FDA Issues New “Critical Path” Report Highlighting Research Needed to Foster Generic Drug Development

On May 2, 2007, FDA announced the availability of a report, titled “Critical Path Opportunities For Generic Drugs.”  The report identifies several unanswered scientific questions that FDA believes impede the development of generic versions of commonly used brand name drugs, and is part of FDA’s broader Critical Path Initiative launched in March 2004.  FDA’s Critical Path Initiative is the Agency’s long-term “effort to stimulate and facilitate a national effort to modernize the sciences through which FDA-regulated products are developed, evaluated, and manufactured.”
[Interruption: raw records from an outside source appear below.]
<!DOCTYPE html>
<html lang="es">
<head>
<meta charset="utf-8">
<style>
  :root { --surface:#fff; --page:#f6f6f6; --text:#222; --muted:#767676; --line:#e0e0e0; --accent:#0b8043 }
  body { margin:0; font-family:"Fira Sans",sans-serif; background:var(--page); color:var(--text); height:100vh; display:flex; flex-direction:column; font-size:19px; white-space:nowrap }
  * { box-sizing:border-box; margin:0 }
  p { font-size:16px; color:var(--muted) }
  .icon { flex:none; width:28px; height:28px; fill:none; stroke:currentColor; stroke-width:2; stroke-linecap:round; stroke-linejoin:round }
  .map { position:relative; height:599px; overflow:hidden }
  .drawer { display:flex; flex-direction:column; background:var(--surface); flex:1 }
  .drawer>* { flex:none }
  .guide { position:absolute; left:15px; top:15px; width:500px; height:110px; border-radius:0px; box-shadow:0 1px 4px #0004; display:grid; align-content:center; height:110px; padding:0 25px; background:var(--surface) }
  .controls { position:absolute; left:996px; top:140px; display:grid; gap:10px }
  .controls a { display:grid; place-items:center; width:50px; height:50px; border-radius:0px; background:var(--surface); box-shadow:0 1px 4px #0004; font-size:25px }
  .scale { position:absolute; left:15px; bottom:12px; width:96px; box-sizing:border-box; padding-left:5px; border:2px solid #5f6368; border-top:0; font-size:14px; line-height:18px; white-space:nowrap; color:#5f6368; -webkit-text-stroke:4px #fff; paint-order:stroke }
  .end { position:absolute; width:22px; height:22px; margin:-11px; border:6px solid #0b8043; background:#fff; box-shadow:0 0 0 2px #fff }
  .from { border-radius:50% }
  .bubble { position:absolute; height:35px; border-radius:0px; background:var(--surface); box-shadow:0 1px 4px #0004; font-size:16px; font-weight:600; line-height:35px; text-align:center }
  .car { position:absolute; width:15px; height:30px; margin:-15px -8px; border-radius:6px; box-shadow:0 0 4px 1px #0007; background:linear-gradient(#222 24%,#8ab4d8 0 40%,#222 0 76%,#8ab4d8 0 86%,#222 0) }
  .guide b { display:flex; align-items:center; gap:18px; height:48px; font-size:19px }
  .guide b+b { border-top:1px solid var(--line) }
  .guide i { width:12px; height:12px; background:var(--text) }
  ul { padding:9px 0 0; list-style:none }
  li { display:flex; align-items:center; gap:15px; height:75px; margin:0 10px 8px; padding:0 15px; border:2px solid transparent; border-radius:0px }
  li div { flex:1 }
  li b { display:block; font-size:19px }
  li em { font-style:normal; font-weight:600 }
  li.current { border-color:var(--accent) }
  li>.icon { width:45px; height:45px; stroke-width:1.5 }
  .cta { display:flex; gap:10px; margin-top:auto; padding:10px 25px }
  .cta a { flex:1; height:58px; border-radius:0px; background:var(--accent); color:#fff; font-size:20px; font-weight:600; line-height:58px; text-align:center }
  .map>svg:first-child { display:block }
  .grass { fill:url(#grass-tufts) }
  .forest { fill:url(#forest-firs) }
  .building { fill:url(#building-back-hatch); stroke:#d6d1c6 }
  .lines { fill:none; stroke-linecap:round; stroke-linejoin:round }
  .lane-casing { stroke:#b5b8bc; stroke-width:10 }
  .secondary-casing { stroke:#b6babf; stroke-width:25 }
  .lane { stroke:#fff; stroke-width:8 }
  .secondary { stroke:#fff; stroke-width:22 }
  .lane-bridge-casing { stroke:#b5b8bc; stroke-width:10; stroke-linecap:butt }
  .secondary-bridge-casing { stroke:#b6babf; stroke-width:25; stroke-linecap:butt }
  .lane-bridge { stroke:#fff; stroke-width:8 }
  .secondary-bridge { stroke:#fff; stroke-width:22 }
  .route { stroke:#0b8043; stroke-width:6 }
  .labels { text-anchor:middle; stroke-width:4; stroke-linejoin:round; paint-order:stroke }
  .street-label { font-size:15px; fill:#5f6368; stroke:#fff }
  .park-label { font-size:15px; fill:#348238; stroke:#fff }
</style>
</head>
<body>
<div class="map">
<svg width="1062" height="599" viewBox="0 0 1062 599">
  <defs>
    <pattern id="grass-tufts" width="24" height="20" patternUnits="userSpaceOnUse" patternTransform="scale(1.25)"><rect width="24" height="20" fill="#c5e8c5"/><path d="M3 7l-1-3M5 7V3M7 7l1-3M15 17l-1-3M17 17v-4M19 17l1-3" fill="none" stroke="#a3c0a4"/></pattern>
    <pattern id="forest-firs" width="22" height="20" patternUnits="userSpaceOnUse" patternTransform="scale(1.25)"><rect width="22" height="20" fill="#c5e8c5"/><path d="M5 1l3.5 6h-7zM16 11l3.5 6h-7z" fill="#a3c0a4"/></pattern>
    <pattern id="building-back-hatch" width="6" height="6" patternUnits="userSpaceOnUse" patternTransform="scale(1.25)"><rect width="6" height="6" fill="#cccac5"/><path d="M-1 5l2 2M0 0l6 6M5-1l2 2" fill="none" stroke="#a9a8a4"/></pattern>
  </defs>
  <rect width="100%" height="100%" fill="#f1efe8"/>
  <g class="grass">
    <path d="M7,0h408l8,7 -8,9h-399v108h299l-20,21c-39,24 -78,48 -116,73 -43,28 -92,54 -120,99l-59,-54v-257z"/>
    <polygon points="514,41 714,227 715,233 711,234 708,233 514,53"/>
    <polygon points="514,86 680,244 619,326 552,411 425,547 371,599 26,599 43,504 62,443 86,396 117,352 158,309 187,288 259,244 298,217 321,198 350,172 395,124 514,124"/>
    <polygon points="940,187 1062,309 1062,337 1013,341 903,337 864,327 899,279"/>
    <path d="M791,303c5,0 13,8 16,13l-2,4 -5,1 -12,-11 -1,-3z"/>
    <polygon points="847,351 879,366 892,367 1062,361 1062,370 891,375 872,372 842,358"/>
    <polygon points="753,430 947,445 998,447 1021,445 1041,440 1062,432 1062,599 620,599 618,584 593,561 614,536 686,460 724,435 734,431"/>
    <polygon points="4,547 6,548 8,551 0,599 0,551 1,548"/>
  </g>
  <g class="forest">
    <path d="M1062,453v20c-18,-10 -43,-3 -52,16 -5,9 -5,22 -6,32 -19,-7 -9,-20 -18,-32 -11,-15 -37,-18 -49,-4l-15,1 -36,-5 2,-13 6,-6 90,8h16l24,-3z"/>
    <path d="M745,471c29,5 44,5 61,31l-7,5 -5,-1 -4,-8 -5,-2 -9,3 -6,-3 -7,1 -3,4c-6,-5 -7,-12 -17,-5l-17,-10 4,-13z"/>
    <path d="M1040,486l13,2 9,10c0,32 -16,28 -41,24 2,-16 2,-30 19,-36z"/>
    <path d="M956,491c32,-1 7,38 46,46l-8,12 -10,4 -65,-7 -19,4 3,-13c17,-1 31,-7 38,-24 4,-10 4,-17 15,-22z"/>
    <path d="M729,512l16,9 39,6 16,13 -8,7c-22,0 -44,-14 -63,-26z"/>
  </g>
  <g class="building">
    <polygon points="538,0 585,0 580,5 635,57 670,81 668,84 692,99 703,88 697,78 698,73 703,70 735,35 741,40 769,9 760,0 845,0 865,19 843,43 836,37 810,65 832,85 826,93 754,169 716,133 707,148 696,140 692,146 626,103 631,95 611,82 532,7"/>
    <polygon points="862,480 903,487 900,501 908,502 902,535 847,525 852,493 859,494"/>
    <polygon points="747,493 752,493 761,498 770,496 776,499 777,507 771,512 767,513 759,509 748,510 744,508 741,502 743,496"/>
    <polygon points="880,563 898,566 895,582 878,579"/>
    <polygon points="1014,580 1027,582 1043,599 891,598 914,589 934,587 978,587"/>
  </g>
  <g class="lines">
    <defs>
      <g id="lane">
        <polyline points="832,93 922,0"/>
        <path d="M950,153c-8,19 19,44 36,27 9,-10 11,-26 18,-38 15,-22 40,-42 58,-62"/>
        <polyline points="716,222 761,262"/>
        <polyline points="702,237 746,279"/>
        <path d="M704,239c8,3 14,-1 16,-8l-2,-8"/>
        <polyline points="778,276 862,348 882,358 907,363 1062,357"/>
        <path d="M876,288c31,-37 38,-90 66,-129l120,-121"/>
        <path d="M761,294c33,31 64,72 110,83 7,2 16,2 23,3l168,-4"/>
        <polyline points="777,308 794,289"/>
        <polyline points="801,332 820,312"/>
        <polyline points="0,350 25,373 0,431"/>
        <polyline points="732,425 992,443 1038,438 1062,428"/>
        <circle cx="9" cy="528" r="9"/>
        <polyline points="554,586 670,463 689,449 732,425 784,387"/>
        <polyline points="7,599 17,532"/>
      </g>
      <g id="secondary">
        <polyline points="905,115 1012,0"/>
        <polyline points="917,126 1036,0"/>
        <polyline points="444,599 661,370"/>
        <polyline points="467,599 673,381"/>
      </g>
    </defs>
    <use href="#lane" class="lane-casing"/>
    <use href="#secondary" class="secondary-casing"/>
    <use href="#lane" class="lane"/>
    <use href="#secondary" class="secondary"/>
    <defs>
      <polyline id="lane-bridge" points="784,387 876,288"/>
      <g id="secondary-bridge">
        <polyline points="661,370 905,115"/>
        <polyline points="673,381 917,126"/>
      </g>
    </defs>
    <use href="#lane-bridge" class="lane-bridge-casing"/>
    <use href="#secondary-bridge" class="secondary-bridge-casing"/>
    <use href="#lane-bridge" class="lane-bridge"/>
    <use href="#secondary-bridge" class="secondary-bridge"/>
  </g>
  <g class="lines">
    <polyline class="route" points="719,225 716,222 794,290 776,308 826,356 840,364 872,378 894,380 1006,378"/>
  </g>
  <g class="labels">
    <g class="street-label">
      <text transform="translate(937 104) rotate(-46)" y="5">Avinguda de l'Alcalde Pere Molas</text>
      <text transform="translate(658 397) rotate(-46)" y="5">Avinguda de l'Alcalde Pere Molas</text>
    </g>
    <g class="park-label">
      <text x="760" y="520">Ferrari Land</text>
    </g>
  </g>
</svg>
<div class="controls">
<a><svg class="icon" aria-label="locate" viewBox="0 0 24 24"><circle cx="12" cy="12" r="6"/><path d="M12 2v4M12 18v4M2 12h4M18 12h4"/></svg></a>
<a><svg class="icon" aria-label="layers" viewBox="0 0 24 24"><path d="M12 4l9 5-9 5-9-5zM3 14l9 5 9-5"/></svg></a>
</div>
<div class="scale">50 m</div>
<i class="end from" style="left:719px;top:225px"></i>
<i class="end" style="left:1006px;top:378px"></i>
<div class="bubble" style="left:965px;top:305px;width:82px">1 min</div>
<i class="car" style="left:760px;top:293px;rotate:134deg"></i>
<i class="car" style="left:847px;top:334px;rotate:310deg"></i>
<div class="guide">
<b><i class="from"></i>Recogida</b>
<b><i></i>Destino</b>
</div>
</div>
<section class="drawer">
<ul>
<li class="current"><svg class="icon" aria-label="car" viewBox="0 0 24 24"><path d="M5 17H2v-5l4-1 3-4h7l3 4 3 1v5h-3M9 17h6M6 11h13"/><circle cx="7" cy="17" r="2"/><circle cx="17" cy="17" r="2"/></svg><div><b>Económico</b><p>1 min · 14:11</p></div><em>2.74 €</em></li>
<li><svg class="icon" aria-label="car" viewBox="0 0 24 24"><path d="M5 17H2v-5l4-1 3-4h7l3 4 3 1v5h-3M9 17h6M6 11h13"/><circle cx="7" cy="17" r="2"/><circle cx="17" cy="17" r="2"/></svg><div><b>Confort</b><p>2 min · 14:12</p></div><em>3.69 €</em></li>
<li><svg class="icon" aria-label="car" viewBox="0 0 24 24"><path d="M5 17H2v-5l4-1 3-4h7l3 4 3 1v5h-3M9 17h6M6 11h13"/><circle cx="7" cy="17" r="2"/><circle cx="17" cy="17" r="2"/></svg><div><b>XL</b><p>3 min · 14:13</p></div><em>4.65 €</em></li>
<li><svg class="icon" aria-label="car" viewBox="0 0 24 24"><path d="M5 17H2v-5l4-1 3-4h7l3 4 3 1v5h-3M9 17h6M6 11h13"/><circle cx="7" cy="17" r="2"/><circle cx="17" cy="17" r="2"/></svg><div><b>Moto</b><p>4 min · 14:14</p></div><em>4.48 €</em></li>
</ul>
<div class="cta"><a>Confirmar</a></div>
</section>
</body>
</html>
The goal of FDA’s new Critical Path report “is to bring the critical path challenges related to generic drugs to the attention of interested parties and to stimulate additional discussion and collaboration about the science needed to meet these challenges, with a goal of facilitating generic product development.”  To this end, the report identifies four areas of opportunity where the collaborative activities of FDA, the generic drug industry, and other government institutions (e.g., the National Institutes of Health) could advance the public health by more efficient development of high quality generic products:

·        Improve the science underlying quality by design for the development and manufacture of generic drug products

·        Improve the efficiency of current methods for assessment of bioequivalence of systemically acting drugs including products that use complex and novel drug delivery technologies

·        Develop methods for the assessment of bioequivalence of locally acting drugs such as topical and inhalation products

·        Develop methods for characterizing complex drug substances and products

According to FDA, “[p]rogress in these areas will accelerate approval of generic drug products.  More importantly, it will expand the range of products for which generic versions are available, while maintaining high standards for quality, safety, and efficacy.”  FDA’s findings in each of the four areas are summarized below.
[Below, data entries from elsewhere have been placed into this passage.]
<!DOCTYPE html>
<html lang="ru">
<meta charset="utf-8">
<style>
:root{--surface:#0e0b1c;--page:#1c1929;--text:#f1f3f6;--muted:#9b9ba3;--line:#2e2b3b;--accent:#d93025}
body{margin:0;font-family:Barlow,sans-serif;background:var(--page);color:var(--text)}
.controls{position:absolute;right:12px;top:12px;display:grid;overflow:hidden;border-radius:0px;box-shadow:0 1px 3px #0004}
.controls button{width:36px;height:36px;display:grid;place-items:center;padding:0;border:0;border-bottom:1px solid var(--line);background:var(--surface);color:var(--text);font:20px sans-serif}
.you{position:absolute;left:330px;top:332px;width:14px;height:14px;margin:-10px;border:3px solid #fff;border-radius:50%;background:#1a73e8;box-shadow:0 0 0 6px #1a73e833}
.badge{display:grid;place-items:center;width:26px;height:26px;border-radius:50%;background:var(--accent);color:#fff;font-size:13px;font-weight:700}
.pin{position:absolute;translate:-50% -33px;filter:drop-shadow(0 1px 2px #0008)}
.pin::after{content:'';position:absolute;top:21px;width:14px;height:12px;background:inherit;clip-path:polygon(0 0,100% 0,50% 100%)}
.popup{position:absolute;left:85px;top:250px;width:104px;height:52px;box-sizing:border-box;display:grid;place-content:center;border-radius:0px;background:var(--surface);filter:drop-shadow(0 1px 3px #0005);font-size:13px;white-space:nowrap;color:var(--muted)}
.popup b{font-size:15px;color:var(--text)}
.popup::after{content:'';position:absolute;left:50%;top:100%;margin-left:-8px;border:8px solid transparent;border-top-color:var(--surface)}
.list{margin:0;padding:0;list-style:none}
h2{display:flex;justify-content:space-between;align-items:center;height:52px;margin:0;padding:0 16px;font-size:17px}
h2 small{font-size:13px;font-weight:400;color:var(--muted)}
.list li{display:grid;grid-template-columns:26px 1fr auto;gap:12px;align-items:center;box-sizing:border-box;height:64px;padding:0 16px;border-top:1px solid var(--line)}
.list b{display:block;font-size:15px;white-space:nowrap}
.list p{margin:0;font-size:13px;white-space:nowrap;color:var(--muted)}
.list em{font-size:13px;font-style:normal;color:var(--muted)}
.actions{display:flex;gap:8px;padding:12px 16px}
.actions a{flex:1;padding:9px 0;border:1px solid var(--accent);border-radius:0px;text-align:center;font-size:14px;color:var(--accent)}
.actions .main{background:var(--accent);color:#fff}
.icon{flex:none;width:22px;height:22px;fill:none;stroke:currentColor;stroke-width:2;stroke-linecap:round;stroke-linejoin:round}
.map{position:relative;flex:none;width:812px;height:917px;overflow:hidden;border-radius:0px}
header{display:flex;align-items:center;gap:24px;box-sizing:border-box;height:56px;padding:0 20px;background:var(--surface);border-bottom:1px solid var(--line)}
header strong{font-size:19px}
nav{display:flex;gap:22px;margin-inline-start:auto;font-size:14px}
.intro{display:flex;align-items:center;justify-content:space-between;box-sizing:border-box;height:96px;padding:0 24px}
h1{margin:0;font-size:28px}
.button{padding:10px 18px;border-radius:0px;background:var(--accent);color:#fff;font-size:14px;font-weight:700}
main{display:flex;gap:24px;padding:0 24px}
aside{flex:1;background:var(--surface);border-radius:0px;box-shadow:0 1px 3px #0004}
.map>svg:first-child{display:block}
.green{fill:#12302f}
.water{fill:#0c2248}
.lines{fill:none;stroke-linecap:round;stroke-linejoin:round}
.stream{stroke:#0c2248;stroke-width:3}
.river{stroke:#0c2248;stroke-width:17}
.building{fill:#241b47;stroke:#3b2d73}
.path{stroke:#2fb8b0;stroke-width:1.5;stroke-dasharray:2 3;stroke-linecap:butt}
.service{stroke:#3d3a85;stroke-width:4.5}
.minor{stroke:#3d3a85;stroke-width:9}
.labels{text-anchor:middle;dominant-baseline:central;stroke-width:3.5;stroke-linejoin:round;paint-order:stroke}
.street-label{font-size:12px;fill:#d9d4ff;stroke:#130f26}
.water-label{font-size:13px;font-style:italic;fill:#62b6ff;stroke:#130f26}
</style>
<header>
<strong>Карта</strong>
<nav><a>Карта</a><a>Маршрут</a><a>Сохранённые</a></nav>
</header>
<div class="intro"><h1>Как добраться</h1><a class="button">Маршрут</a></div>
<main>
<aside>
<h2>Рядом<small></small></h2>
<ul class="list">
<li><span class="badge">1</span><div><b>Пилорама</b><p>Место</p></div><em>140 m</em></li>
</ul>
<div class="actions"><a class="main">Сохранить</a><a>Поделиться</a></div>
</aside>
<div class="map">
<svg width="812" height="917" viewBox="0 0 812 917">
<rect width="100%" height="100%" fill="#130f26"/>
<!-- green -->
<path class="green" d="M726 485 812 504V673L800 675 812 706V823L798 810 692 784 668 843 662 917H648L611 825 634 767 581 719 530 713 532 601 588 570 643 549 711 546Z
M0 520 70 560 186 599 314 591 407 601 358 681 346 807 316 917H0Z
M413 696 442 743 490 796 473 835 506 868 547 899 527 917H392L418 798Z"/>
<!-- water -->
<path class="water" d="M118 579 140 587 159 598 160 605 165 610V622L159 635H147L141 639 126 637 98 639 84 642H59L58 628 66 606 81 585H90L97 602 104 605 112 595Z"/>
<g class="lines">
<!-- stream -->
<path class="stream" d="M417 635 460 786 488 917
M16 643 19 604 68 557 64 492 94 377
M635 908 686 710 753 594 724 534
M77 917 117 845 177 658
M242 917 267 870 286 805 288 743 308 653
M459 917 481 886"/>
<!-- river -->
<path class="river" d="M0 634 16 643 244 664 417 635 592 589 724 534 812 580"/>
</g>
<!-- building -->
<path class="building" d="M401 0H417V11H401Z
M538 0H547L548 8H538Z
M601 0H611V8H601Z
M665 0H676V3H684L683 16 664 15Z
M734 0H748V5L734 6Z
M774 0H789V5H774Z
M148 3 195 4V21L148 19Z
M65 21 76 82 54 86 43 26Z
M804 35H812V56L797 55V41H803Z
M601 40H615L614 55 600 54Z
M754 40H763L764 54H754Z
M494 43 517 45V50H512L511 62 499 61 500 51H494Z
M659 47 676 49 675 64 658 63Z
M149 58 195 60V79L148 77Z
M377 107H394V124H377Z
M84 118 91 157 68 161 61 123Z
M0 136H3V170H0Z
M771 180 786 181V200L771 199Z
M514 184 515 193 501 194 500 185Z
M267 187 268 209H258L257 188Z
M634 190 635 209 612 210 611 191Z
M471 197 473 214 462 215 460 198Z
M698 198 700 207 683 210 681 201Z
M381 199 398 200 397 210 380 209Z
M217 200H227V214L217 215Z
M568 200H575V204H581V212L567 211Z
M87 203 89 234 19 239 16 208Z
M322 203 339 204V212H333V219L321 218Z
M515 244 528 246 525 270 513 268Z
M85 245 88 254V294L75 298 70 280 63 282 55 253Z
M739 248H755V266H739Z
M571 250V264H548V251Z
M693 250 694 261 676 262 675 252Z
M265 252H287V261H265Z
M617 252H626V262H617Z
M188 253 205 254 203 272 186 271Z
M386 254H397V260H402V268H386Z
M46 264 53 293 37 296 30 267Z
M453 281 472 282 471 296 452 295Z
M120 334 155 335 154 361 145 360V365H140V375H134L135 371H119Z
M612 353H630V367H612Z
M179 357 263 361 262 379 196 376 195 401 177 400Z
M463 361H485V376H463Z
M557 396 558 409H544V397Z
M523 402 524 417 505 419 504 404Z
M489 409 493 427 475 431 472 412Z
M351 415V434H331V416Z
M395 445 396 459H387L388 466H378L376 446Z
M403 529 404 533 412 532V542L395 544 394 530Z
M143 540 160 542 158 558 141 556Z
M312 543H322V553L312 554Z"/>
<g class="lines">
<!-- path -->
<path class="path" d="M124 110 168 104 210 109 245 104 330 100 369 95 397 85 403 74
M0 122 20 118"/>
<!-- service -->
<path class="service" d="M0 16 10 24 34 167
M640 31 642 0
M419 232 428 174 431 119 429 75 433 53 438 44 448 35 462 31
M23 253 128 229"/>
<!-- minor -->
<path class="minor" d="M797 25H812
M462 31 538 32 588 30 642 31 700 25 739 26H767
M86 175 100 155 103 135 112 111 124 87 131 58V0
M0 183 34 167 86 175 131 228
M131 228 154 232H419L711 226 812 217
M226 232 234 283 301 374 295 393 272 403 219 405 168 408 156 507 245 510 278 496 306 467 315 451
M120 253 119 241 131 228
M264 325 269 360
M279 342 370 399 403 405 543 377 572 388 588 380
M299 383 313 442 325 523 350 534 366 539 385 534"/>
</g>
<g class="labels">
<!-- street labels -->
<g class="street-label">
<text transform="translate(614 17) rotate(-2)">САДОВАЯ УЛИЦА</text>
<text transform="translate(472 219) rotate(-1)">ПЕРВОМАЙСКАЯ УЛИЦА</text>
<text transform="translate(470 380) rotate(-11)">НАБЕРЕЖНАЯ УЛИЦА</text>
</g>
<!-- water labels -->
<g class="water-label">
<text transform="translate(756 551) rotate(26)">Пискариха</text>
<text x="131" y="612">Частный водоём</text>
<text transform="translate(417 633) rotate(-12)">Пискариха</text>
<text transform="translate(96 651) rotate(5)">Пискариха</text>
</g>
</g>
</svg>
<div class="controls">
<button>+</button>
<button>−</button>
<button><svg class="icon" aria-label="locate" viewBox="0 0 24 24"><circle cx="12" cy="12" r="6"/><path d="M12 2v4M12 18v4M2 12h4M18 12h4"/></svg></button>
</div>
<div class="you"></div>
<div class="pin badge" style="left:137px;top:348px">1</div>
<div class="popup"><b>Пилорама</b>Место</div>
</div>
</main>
(1)       Quality by Design (“QbD”)

The current drug development and manufacturing paradigm primarily determines drug product quality and performance by endproduct testing. Under a QbD paradigm, however, “quality is built into the final product by understanding and controlling formulation and manufacturing variables: testing is used to confirm the quality of the product.”  FDA’s report encourages QbD implementation for all drug products, but notes that “there are unique issues in the application of QbD to generic products. To use QbD to develop a product that is bioequivalent to a reference product, a generic applicant must understand attributes of the formulation and manufacturing process that have the potential to change the bioavailability of a particular active ingredient.”

(2)       Bioequivalence Methods for Systemically Acting Drugs

For systemically acting drugs (i.e., drugs that have their effect on the body as a whole, following distribution around the body in the blood), FDA’s critical path goal “is to increase the efficiency of a process that is already providing safe and effective generic drugs to the public.”  To do this, FDA recommends expanding the use of “biowaivers,” improving dissolution methods, and improving the methods of assessing bioequivalence.

(3)       Bioequivalence Methods for Locally Acting and Targeted Delivery Drugs

For locally acting drugs (i.e., drugs that have their effect on the tissues onto or into which the drug has been delivered) and targeted delivery drugs (i.e., drugs whose pharmacological activity is localized to the site or organ of action), FDA notes that the assessment of bioequivalence “has presented scientific challenges to the approval of generic products.”  Specifically:

Currently, it may be difficult to demonstrate the bioequivalence of locally acting drug products when drug concentration profiles in the plasma or in vitro dissolution are not appropriate surrogates of pharmacological activity. The current method of comparative clinical trials can be prohibitively expensive and is the least efficient way to detect differences in product performance (as well as being relatively insensitive).

As such, FDA identifies new bioequivalence methods and approaches for specific product categories, including inhalation products, nasal sprays, dermatological products, gastrointestinal products, and liposome products. 

(4)       Characterization of Complex Drug Substances and Products

Certain drugs, such as botanicals and other natural source products, because of their complexity, present unique and difficult characterization challenges for generic applicants, as opposed to products containing small molecules.  As such, FDA recommends the development of improved analytical methods for identity and statistical methods for profile comparisons.